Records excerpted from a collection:
- - - - - - -

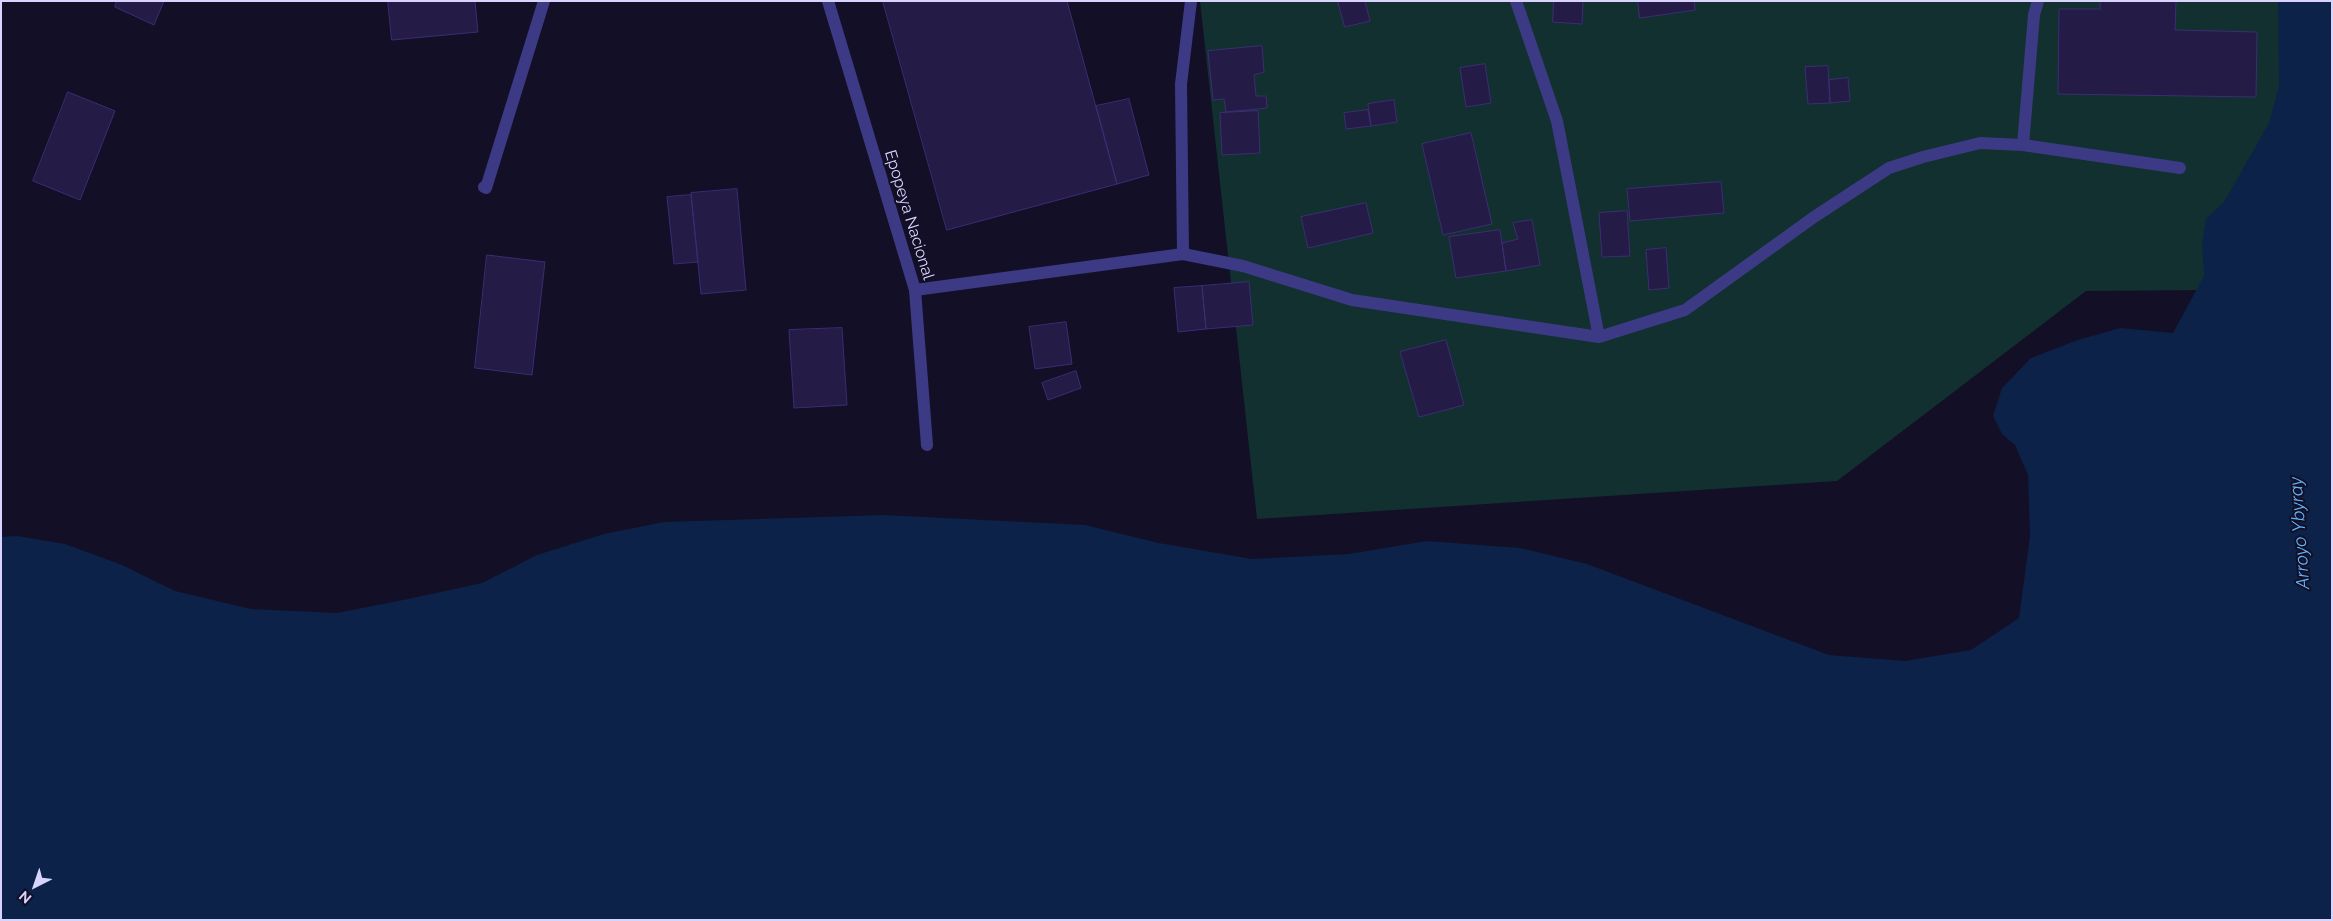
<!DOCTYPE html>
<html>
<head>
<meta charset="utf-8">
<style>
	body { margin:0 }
	#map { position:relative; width:2333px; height:921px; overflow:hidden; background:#130f26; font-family:Raleway,sans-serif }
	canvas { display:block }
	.frame { position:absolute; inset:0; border:2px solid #d9d4ff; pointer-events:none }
	.north { position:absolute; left:10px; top:861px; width:50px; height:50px; -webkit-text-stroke:4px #130f26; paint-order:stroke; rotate:221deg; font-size:14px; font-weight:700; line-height:20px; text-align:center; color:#d9d4ff }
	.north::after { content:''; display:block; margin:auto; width:18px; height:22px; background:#d9d4ff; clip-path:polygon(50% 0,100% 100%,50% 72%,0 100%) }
</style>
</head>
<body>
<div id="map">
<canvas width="2333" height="921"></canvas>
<div class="frame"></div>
<div class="north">N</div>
</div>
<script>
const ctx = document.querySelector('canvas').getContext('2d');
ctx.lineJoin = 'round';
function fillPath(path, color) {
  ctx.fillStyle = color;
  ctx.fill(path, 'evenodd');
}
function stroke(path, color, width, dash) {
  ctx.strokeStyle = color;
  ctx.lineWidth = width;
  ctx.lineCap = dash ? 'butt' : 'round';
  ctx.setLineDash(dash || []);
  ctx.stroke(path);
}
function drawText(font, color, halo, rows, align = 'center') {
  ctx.font = font + ' Raleway,sans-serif';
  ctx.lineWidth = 4;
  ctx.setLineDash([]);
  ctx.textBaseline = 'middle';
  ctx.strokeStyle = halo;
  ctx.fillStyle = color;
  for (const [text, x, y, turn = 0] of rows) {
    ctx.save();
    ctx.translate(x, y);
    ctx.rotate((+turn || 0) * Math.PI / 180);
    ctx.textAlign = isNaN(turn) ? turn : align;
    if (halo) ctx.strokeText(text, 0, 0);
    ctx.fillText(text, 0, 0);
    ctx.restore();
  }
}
const green = new Path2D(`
	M 1200,1 L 2332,1 L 2332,289 L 2086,291 L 1837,481 L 1257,519 Z`);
const water = new Path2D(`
	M 2278,1 L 2332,1 L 2332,920 L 1,920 L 1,537 L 17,536 L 65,544 L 122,565 L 175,591 L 251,609 L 337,613 L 408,599 L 482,583 L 537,555 L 604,534 L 664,522 L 884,515 L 1085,525 L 1159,543 L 1252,559 L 1349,554 L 1427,541 L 1520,548 L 1587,564 L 1829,655 L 1905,661 L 1971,650 L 2019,618 L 2030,536 L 2028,475 L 2015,445 L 2002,434 L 1993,416 L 2002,388 L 2031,358 L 2078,340 L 2120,328 L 2173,333 L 2204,276 L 2202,244 L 2206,219 L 2224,202 L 2269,123 L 2279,86 Z`);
const building = new Path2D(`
	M 117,1 L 164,1 L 154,25 L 115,7 Z
	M 388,1 L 475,1 L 478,32 L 392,40 Z
	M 883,1 L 1067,1 L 1117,184 L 947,230 Z
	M 1338,1 L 1365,1 L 1370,21 L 1345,27 Z
	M 1554,1 L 1583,1 L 1582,24 L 1553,22 Z
	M 1638,1 L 1694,1 L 1695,10 L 1640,18 Z
	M 2100,1 L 2176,1 L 2175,30 L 2257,32 L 2256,97 L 2058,94 L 2059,9 L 2100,9 Z
	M 1262,46 L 1264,72 L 1254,75 L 1256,96 L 1266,96 L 1267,108 L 1226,112 L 1224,99 L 1213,100 L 1208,51 Z
	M 1485,64 L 1491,103 L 1466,107 L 1460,68 Z
	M 1828,66 L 1830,103 L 1808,104 L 1805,67 Z
	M 1848,78 L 1850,101 L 1830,103 L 1829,80 Z
	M 68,92 L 115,111 L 80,200 L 33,181 Z
	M 1129,99 L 1149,175 L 1117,184 L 1096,106 Z
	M 1394,100 L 1397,122 L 1371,126 L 1368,104 Z
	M 1368,110 L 1371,126 L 1346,129 L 1344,113 Z
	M 1258,111 L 1260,153 L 1222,155 L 1220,113 Z
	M 1471,133 L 1492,224 L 1443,235 L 1422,144 Z
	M 1721,182 L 1724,213 L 1630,221 L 1627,189 Z
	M 737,189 L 746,290 L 701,294 L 691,193 Z
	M 691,195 L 698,262 L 674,264 L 667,197 Z
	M 1366,203 L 1373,233 L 1308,248 L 1301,217 Z
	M 1627,211 L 1630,256 L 1602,257 L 1599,213 Z
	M 1532,220 L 1540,265 L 1506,271 L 1502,243 L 1518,239 L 1513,223 Z
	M 1500,230 L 1506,271 L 1456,278 L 1449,237 Z
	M 1666,248 L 1669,288 L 1649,290 L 1646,250 Z
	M 487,255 L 545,262 L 532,375 L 475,368 Z
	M 1249,282 L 1253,325 L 1206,329 L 1202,286 Z
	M 1202,286 L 1206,329 L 1178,332 L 1174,288 Z
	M 1066,322 L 1072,364 L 1035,369 L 1029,327 Z
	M 842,328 L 847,405 L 794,408 L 789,330 Z
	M 1446,340 L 1464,405 L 1419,417 L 1400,352 Z
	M 1076,371 L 1081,388 L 1048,400 L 1042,383 Z`);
const service = new Path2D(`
	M 484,187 L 486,188 L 544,1`);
const minor = new Path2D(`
	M 1516,1 L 1557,121 L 1599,337
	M 2023,145 L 2034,15 L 2038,1
	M 1183,254 L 1181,84 L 1191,1
	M 927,445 L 915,290 L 1183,254 L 1243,266 L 1352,300 L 1599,337 L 1685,310 L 1814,217 L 1889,168 L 1923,157 L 1980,143 L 2023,145 L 2180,168`);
const tertiary = new Path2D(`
	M 828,1 L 915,290`);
const streetNames = [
	["Epopeya Nacional",909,215,73]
];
const waterNames = [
	["Arroyo Ybyray",2300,533,-94]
];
fillPath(green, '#12302f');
fillPath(water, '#0c2248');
fillPath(building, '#241b47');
stroke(building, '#3b2d73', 1);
stroke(service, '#3d3a85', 12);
stroke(minor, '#3d3a85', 12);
stroke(tertiary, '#3d3a85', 12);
drawText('16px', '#d9d4ff', '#130f26', streetNames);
drawText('italic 18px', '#62b6ff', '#130f26', waterNames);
</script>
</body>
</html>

- - - - - - -

Exercise goal: Collect the complete line wherever the string "turn" appears in the records.

Output below:
  for (const [text, x, y, turn = 0] of rows) {
    ctx.rotate((+turn || 0) * Math.PI / 180);
    ctx.textAlign = isNaN(turn) ? turn : align;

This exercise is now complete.